Segment Start: Data for this task

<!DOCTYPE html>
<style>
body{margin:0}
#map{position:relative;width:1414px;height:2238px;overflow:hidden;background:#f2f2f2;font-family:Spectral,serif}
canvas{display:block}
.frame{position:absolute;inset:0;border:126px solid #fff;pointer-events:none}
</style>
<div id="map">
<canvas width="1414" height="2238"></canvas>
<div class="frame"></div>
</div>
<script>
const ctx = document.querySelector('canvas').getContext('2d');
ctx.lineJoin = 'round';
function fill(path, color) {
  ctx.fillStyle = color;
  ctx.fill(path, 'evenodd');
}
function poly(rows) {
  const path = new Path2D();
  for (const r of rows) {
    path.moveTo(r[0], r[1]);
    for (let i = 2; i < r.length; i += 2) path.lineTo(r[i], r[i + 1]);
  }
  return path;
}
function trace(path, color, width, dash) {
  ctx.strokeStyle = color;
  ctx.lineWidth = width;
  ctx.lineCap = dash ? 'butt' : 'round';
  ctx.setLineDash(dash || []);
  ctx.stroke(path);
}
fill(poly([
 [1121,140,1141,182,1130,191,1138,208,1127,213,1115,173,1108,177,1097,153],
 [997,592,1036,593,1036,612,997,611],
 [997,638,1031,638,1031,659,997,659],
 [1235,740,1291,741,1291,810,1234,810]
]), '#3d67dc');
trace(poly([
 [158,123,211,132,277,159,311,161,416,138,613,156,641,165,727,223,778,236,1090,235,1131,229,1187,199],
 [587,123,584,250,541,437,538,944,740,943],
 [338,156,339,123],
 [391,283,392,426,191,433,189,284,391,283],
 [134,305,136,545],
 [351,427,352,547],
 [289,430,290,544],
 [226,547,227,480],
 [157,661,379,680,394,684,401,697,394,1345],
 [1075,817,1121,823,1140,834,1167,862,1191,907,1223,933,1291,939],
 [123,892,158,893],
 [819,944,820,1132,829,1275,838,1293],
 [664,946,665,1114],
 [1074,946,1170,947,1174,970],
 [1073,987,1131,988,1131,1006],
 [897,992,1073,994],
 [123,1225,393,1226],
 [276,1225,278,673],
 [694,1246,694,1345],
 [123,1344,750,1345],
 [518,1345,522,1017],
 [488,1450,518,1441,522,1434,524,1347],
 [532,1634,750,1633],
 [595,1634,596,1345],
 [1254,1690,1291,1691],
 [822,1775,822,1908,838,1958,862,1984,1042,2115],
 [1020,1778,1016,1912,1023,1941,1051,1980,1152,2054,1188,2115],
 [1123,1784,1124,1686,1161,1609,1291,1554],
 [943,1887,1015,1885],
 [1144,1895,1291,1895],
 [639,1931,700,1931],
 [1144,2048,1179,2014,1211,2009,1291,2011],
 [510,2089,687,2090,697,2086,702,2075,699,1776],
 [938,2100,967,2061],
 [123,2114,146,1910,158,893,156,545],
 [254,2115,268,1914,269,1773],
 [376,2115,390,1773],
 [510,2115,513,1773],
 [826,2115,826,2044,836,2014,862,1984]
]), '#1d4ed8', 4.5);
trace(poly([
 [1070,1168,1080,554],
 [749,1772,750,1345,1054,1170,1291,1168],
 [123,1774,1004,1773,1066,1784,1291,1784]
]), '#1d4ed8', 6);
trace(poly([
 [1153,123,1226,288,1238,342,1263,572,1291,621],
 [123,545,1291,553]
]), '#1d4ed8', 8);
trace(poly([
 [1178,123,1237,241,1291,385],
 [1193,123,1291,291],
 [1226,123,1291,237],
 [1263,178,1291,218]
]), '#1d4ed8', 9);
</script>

Segment End: Data for this task
Segment Start: Data for this task

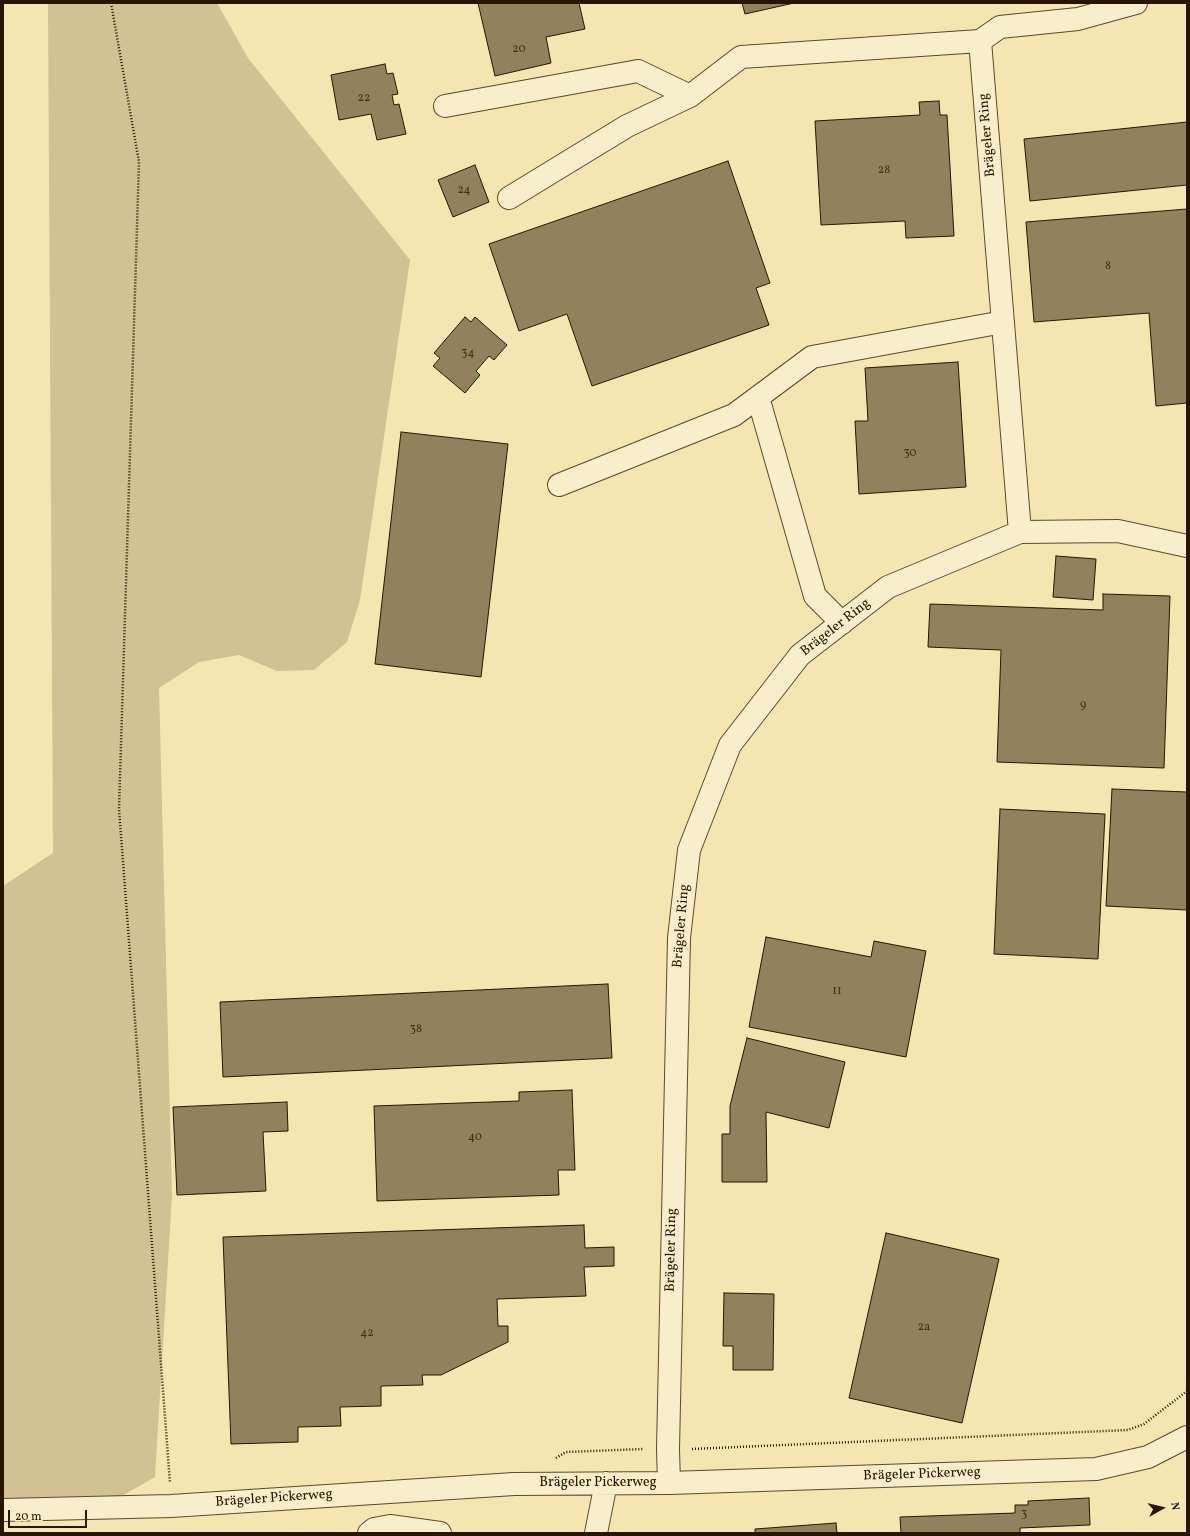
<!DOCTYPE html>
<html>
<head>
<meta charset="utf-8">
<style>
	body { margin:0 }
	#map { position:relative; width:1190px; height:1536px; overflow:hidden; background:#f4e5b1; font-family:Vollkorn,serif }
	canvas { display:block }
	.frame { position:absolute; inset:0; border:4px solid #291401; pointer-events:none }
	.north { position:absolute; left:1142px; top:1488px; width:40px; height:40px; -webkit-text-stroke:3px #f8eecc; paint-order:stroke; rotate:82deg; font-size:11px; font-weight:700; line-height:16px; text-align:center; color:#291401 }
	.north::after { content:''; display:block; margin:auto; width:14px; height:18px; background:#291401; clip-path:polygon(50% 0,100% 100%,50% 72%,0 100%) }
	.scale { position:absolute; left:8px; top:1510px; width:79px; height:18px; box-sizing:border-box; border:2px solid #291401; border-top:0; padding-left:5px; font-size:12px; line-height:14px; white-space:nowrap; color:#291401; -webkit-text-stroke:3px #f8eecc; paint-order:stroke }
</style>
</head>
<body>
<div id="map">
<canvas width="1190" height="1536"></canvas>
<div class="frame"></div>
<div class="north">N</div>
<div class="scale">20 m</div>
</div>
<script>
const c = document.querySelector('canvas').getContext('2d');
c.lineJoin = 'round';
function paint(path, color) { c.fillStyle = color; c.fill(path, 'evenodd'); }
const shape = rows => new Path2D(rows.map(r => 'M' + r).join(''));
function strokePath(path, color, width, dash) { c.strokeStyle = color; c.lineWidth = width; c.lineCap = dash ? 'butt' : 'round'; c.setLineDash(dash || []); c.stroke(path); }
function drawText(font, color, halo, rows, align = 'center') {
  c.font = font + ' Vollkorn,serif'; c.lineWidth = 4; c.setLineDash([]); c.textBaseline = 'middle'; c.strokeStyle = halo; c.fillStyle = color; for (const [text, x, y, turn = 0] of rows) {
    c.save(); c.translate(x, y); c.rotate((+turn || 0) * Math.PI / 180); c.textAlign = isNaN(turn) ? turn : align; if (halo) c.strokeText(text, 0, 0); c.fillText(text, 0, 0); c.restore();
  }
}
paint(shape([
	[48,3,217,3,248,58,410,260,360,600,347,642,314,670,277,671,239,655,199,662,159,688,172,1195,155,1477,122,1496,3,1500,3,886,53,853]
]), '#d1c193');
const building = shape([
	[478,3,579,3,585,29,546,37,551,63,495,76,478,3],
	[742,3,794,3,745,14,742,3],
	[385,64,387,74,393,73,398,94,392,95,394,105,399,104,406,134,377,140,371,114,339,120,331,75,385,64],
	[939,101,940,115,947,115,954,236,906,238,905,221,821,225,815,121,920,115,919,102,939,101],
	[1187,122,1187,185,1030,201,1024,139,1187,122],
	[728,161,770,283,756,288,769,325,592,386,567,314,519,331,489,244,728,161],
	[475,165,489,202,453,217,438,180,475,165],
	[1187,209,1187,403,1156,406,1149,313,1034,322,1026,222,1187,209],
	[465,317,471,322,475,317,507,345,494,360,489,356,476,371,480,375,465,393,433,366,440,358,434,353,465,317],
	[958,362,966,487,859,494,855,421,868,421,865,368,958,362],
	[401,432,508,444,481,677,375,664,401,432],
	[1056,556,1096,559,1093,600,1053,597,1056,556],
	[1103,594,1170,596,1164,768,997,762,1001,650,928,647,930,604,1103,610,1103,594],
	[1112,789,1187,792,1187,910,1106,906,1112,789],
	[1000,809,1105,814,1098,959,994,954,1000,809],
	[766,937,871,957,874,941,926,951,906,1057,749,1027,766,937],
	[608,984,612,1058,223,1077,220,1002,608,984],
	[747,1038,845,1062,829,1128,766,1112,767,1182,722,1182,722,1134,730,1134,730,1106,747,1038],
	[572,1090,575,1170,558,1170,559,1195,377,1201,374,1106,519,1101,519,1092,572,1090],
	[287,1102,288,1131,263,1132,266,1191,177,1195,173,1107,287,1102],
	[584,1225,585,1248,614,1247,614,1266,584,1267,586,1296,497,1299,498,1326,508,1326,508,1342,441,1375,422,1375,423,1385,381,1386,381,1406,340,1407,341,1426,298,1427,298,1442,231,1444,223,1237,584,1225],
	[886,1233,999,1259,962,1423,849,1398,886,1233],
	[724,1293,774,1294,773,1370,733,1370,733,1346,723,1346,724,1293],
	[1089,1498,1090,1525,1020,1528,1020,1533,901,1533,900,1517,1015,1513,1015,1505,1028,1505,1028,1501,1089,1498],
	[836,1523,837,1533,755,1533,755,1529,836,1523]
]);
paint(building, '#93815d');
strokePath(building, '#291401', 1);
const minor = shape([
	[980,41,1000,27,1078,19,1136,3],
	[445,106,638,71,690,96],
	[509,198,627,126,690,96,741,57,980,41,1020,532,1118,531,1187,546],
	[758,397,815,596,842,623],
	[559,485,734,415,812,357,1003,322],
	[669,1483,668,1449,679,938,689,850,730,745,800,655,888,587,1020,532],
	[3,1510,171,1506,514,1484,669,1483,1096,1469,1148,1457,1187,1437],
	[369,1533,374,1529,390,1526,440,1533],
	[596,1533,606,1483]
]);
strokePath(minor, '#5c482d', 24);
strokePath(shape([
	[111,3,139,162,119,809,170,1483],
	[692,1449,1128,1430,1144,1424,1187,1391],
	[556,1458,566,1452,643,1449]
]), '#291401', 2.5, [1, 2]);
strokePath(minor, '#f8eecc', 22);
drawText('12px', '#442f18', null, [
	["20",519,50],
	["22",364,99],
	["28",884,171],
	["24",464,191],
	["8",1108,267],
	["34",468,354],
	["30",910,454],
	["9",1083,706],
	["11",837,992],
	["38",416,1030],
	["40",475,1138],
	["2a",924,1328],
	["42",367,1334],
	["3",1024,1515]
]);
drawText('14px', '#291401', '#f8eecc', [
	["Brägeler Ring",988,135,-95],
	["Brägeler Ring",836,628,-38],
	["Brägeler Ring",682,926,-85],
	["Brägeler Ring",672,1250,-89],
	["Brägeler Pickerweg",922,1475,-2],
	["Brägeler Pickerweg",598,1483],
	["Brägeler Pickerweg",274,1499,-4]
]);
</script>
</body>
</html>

Segment End: Data for this task
Segment Start: Data for this task

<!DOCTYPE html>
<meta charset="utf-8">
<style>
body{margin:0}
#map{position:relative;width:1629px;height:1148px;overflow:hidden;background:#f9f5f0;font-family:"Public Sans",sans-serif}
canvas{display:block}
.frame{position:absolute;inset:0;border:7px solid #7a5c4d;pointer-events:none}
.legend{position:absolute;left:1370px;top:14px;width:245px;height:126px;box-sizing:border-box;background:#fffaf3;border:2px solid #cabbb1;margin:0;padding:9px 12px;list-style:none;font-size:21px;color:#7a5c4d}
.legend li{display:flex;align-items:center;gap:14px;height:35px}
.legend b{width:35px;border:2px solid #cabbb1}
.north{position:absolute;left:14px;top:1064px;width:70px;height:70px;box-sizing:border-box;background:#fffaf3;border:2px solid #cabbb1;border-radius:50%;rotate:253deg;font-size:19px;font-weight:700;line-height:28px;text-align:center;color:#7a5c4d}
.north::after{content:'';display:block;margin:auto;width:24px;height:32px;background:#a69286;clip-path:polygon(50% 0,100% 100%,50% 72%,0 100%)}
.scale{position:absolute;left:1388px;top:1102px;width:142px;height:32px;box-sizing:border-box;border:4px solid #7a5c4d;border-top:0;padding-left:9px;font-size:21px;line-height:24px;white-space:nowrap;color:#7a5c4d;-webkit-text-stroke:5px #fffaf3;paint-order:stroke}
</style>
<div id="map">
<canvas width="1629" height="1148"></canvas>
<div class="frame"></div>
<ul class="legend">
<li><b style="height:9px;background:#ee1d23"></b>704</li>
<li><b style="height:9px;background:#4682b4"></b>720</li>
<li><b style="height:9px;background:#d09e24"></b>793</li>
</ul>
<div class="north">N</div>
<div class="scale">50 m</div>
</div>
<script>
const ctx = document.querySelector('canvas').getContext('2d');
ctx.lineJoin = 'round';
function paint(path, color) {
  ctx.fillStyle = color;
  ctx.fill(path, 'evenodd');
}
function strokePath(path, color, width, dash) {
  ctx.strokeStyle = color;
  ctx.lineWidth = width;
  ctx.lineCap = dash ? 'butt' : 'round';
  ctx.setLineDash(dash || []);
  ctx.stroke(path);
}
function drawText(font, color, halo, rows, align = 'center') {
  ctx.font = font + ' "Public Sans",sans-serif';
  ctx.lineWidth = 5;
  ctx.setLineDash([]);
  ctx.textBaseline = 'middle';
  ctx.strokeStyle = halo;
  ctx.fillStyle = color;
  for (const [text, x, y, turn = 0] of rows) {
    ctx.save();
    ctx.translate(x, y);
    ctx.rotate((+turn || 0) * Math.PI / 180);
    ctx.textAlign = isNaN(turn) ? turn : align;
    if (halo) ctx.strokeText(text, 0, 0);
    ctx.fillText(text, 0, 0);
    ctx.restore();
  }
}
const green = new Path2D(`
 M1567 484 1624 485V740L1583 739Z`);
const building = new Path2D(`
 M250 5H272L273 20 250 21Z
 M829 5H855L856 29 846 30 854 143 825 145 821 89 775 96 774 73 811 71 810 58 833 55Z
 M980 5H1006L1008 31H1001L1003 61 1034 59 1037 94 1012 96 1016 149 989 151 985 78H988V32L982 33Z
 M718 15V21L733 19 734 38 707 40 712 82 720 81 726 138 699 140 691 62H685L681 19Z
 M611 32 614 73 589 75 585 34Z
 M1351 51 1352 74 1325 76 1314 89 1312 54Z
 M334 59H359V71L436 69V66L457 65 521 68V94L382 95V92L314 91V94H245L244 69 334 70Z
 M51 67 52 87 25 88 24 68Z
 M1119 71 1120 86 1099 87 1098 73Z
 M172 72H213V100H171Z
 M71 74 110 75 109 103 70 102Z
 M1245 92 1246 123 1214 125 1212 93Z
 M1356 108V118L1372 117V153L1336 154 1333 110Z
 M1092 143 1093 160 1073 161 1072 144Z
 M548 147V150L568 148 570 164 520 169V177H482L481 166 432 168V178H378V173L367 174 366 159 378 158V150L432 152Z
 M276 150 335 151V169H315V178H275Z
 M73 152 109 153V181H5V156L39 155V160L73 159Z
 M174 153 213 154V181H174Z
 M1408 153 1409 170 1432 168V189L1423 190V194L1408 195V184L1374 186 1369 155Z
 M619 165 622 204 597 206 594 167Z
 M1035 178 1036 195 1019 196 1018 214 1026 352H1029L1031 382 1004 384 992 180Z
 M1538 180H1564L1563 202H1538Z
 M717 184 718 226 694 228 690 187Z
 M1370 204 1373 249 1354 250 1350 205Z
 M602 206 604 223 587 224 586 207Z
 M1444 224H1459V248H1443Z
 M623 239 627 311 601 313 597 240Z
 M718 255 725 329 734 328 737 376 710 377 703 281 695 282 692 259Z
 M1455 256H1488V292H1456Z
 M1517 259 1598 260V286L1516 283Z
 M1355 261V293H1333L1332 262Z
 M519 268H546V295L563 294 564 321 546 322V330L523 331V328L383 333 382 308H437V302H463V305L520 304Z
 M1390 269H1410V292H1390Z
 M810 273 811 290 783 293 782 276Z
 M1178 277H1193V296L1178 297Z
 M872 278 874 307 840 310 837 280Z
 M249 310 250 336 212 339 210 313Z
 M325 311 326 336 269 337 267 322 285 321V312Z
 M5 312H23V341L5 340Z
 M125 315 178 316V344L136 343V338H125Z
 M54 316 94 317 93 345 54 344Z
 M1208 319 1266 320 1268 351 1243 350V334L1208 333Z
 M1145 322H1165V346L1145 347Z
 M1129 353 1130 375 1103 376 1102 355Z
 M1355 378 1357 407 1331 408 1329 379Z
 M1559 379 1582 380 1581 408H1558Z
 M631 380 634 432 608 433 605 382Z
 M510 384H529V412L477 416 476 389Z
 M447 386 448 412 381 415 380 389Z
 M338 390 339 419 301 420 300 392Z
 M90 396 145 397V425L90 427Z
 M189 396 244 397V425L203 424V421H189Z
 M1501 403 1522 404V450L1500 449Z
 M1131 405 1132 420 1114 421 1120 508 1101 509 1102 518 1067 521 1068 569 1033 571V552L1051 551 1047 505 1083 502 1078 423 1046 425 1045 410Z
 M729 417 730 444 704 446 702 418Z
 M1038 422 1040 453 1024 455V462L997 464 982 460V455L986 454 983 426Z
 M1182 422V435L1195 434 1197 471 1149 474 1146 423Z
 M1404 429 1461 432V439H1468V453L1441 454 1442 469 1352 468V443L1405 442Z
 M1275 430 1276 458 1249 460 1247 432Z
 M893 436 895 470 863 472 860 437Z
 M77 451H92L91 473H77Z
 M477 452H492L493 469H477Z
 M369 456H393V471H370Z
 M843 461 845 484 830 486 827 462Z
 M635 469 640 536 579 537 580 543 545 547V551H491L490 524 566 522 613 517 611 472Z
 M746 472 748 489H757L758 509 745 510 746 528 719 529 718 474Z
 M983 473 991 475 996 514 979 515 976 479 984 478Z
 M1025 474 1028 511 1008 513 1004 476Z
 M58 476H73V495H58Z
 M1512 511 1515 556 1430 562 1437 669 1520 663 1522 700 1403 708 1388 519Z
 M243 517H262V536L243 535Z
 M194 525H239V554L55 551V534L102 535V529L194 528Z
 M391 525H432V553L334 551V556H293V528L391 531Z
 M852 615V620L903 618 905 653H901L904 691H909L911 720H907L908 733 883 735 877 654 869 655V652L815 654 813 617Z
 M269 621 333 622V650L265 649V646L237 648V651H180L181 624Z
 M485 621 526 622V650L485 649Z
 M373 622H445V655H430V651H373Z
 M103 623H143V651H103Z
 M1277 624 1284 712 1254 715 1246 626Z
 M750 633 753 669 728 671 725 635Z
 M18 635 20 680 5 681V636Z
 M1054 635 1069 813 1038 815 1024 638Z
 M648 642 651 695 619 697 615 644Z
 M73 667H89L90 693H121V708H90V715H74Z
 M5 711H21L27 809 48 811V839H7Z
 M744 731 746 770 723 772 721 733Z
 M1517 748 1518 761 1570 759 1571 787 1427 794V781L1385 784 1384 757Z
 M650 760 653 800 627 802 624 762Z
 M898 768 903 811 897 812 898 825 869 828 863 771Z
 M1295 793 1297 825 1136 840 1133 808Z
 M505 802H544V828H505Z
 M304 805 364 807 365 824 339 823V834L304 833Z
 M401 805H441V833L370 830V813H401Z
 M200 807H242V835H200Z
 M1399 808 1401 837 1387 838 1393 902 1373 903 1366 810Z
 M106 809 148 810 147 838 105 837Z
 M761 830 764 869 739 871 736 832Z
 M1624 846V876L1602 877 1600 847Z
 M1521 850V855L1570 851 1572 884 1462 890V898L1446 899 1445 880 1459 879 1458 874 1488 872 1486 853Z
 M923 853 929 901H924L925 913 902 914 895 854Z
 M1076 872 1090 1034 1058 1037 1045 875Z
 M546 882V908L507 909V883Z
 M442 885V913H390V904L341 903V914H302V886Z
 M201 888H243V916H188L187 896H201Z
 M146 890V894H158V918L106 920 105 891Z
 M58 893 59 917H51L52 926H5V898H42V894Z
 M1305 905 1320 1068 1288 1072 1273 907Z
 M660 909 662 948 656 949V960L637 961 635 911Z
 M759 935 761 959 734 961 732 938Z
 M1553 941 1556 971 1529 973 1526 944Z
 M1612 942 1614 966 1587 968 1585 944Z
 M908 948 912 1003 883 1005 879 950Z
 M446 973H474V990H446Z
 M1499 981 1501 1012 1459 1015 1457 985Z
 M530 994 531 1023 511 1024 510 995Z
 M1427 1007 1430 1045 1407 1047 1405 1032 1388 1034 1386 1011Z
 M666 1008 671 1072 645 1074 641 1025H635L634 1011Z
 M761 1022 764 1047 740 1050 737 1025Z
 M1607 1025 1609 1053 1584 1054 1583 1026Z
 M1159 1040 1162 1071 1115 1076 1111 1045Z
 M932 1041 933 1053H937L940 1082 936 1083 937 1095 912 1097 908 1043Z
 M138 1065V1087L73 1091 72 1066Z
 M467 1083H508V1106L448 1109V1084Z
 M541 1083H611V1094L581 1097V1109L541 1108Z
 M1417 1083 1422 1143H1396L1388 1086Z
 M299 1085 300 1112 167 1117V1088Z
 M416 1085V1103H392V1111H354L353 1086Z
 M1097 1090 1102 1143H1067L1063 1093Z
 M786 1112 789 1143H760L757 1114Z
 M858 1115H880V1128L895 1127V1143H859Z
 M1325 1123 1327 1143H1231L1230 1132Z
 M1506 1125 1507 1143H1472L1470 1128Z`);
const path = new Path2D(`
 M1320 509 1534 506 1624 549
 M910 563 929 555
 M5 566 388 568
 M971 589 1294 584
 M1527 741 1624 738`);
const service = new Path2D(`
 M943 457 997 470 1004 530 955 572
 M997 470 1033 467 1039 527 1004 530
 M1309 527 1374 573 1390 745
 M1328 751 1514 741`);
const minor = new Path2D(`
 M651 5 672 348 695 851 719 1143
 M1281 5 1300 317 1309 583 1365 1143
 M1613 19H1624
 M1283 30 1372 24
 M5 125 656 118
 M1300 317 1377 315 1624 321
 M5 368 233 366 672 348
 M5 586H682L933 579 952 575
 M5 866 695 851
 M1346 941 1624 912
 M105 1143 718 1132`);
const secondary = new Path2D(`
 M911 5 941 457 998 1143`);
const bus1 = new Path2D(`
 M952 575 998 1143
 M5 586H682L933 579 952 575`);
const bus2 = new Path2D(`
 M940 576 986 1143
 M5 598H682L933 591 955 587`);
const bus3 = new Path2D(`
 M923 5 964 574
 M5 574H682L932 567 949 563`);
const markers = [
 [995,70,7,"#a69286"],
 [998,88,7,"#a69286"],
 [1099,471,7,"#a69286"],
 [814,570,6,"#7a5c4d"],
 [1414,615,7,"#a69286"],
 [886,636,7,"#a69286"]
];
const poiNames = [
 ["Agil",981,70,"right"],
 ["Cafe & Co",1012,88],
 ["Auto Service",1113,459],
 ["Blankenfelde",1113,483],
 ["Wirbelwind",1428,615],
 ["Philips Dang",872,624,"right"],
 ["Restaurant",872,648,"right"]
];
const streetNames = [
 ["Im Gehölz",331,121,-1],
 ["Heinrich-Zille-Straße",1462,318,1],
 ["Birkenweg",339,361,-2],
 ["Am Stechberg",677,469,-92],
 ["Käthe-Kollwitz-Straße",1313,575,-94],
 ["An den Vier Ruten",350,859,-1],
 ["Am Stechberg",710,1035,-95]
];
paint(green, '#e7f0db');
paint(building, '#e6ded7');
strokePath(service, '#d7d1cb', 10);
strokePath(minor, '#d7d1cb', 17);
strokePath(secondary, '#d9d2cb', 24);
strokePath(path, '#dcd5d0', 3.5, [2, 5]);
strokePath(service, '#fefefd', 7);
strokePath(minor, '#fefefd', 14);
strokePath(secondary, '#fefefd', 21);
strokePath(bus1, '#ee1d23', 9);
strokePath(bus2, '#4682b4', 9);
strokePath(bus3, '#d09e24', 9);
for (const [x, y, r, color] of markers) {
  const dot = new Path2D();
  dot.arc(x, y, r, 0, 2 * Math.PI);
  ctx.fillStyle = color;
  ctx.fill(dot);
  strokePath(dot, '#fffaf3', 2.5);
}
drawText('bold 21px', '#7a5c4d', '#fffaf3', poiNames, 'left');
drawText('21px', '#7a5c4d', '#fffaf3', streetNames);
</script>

Segment End: Data for this task

_Exercise brief_
Reply with every line of the listing that has the string "textBaseline".

_Result_
  c.font = font + ' Vollkorn,serif'; c.lineWidth = 4; c.setLineDash([]); c.textBaseline = 'middle'; c.strokeStyle = halo; c.fillStyle = color; for (const [text, x, y, turn = 0] of rows) {
  ctx.textBaseline = 'middle';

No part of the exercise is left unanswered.